EXERCISE INPUT →

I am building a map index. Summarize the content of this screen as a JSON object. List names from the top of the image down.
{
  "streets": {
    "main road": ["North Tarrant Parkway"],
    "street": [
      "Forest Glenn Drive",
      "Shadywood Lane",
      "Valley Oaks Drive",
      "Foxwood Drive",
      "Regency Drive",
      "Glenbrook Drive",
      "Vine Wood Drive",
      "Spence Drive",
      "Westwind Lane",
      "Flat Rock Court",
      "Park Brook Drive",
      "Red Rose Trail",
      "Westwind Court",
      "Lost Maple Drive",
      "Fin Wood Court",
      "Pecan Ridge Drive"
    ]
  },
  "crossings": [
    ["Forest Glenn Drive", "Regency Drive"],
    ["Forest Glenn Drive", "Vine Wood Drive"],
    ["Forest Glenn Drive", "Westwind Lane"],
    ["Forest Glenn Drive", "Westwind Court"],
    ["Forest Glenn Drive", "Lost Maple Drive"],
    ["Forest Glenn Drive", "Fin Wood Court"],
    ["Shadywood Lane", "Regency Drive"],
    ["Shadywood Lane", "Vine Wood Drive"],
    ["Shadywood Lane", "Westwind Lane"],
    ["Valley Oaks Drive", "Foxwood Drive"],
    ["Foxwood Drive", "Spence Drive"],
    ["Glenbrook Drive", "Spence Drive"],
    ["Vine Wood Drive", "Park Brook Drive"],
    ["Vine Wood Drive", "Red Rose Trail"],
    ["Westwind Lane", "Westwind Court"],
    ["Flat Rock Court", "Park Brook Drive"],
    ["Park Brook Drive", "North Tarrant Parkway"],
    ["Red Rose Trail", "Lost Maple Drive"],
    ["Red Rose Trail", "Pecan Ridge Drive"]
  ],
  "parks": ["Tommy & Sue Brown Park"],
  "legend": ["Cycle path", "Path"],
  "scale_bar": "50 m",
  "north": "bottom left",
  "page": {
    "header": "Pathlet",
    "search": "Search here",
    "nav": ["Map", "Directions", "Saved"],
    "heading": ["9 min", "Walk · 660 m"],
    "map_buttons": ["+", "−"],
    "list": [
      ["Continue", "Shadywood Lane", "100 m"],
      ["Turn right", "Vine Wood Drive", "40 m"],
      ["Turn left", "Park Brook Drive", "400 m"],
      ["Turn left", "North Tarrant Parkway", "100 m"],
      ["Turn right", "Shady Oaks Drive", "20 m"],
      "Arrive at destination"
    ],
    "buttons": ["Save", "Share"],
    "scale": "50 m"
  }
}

WHAT IS EXPECTED → Would you restate the records word for word?

TASK ANSWER →
I am building a map index. Summarize the content of this screen as a JSON object. List names from the top of the image down.
{
  "streets": {
    "main road": ["North Tarrant Parkway"],
    "street": [
      "Forest Glenn Drive",
      "Shadywood Lane",
      "Valley Oaks Drive",
      "Foxwood Drive",
      "Regency Drive",
      "Glenbrook Drive",
      "Vine Wood Drive",
      "Spence Drive",
      "Westwind Lane",
      "Flat Rock Court",
      "Park Brook Drive",
      "Red Rose Trail",
      "Westwind Court",
      "Lost Maple Drive",
      "Fin Wood Court",
      "Pecan Ridge Drive"
    ]
  },
  "crossings": [
    ["Forest Glenn Drive", "Regency Drive"],
    ["Forest Glenn Drive", "Vine Wood Drive"],
    ["Forest Glenn Drive", "Westwind Lane"],
    ["Forest Glenn Drive", "Westwind Court"],
    ["Forest Glenn Drive", "Lost Maple Drive"],
    ["Forest Glenn Drive", "Fin Wood Court"],
    ["Shadywood Lane", "Regency Drive"],
    ["Shadywood Lane", "Vine Wood Drive"],
    ["Shadywood Lane", "Westwind Lane"],
    ["Valley Oaks Drive", "Foxwood Drive"],
    ["Foxwood Drive", "Spence Drive"],
    ["Glenbrook Drive", "Spence Drive"],
    ["Vine Wood Drive", "Park Brook Drive"],
    ["Vine Wood Drive", "Red Rose Trail"],
    ["Westwind Lane", "Westwind Court"],
    ["Flat Rock Court", "Park Brook Drive"],
    ["Park Brook Drive", "North Tarrant Parkway"],
    ["Red Rose Trail", "Lost Maple Drive"],
    ["Red Rose Trail", "Pecan Ridge Drive"]
  ],
  "parks": ["Tommy & Sue Brown Park"],
  "legend": ["Cycle path", "Path"],
  "scale_bar": "50 m",
  "north": "bottom left",
  "page": {
    "header": "Pathlet",
    "search": "Search here",
    "nav": ["Map", "Directions", "Saved"],
    "heading": ["9 min", "Walk · 660 m"],
    "map_buttons": ["+", "−"],
    "list": [
      ["Continue", "Shadywood Lane", "100 m"],
      ["Turn right", "Vine Wood Drive", "40 m"],
      ["Turn left", "Park Brook Drive", "400 m"],
      ["Turn left", "North Tarrant Parkway", "100 m"],
      ["Turn right", "Shady Oaks Drive", "20 m"],
      "Arrive at destination"
    ],
    "buttons": ["Save", "Share"],
    "scale": "50 m"
  }
}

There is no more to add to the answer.